Provided information:
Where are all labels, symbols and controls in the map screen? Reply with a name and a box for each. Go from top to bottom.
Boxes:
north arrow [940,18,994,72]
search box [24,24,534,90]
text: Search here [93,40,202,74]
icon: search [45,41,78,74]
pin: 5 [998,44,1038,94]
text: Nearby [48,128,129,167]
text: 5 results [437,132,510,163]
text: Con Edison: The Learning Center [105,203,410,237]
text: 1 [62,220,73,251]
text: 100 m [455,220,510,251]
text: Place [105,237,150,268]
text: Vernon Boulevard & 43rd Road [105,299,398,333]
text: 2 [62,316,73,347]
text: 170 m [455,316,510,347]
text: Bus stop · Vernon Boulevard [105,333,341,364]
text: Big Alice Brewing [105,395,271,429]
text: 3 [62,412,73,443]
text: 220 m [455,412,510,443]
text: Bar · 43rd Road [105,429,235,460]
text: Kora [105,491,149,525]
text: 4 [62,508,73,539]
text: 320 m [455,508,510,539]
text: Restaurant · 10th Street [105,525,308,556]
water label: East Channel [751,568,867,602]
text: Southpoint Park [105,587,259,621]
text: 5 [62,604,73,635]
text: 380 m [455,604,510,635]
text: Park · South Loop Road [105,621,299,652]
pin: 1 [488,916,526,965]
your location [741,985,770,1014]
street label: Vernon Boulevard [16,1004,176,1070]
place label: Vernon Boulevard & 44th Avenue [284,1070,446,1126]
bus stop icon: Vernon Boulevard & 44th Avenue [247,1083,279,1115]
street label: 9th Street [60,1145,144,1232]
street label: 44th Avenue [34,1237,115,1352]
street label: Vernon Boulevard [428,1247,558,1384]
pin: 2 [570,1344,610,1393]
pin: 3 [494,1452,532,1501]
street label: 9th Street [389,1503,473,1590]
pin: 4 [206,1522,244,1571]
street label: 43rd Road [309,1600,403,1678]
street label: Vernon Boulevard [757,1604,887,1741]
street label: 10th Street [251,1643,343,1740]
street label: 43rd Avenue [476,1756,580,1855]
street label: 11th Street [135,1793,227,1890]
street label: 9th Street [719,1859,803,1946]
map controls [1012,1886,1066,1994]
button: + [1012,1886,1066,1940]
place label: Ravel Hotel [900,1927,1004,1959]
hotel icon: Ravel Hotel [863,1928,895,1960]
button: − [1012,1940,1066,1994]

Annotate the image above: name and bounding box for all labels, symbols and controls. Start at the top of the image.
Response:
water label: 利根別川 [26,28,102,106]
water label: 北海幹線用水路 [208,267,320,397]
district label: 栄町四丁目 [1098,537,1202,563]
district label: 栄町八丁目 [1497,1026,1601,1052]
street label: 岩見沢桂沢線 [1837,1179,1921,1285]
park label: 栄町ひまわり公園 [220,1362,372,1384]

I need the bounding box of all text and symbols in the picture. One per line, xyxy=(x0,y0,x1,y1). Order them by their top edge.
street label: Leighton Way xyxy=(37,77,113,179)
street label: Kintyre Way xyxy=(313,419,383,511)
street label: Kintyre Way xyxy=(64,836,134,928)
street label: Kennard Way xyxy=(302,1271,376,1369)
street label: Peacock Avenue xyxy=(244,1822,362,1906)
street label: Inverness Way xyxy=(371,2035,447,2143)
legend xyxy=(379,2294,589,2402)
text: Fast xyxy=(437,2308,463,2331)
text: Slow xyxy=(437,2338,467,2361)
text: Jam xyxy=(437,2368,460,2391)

Required work: Transcribe the material exactly as it reads.

Reply:
Where are all labels, symbols and controls in the map screen? Reply with a name and a box for each. Go from top to bottom.
Boxes:
north arrow [940,18,994,72]
search box [24,24,534,90]
text: Search here [93,40,202,74]
icon: search [45,41,78,74]
pin: 5 [998,44,1038,94]
text: Nearby [48,128,129,167]
text: 5 results [437,132,510,163]
text: Con Edison: The Learning Center [105,203,410,237]
text: 1 [62,220,73,251]
text: 100 m [455,220,510,251]
text: Place [105,237,150,268]
text: Vernon Boulevard & 43rd Road [105,299,398,333]
text: 2 [62,316,73,347]
text: 170 m [455,316,510,347]
text: Bus stop · Vernon Boulevard [105,333,341,364]
text: Big Alice Brewing [105,395,271,429]
text: 3 [62,412,73,443]
text: 220 m [455,412,510,443]
text: Bar · 43rd Road [105,429,235,460]
text: Kora [105,491,149,525]
text: 4 [62,508,73,539]
text: 320 m [455,508,510,539]
text: Restaurant · 10th Street [105,525,308,556]
water label: East Channel [751,568,867,602]
text: Southpoint Park [105,587,259,621]
text: 5 [62,604,73,635]
text: 380 m [455,604,510,635]
text: Park · South Loop Road [105,621,299,652]
pin: 1 [488,916,526,965]
your location [741,985,770,1014]
street label: Vernon Boulevard [16,1004,176,1070]
place label: Vernon Boulevard & 44th Avenue [284,1070,446,1126]
bus stop icon: Vernon Boulevard & 44th Avenue [247,1083,279,1115]
street label: 9th Street [60,1145,144,1232]
street label: 44th Avenue [34,1237,115,1352]
street label: Vernon Boulevard [428,1247,558,1384]
pin: 2 [570,1344,610,1393]
pin: 3 [494,1452,532,1501]
street label: 9th Street [389,1503,473,1590]
pin: 4 [206,1522,244,1571]
street label: 43rd Road [309,1600,403,1678]
street label: Vernon Boulevard [757,1604,887,1741]
street label: 10th Street [251,1643,343,1740]
street label: 43rd Avenue [476,1756,580,1855]
street label: 11th Street [135,1793,227,1890]
street label: 9th Street [719,1859,803,1946]
map controls [1012,1886,1066,1994]
button: + [1012,1886,1066,1940]
place label: Ravel Hotel [900,1927,1004,1959]
hotel icon: Ravel Hotel [863,1928,895,1960]
button: − [1012,1940,1066,1994]

Annotate the image above: name and bounding box for all labels, symbols and controls. Start at the top of the image.
Response:
water label: 利根別川 [26,28,102,106]
water label: 北海幹線用水路 [208,267,320,397]
district label: 栄町四丁目 [1098,537,1202,563]
district label: 栄町八丁目 [1497,1026,1601,1052]
street label: 岩見沢桂沢線 [1837,1179,1921,1285]
park label: 栄町ひまわり公園 [220,1362,372,1384]

I need the bounding box of all text and symbols in the picture. One per line, xyxy=(x0,y0,x1,y1). Order them by their top edge.
street label: Leighton Way xyxy=(37,77,113,179)
street label: Kintyre Way xyxy=(313,419,383,511)
street label: Kintyre Way xyxy=(64,836,134,928)
street label: Kennard Way xyxy=(302,1271,376,1369)
street label: Peacock Avenue xyxy=(244,1822,362,1906)
street label: Inverness Way xyxy=(371,2035,447,2143)
legend xyxy=(379,2294,589,2402)
text: Fast xyxy=(437,2308,463,2331)
text: Slow xyxy=(437,2338,467,2361)
text: Jam xyxy=(437,2368,460,2391)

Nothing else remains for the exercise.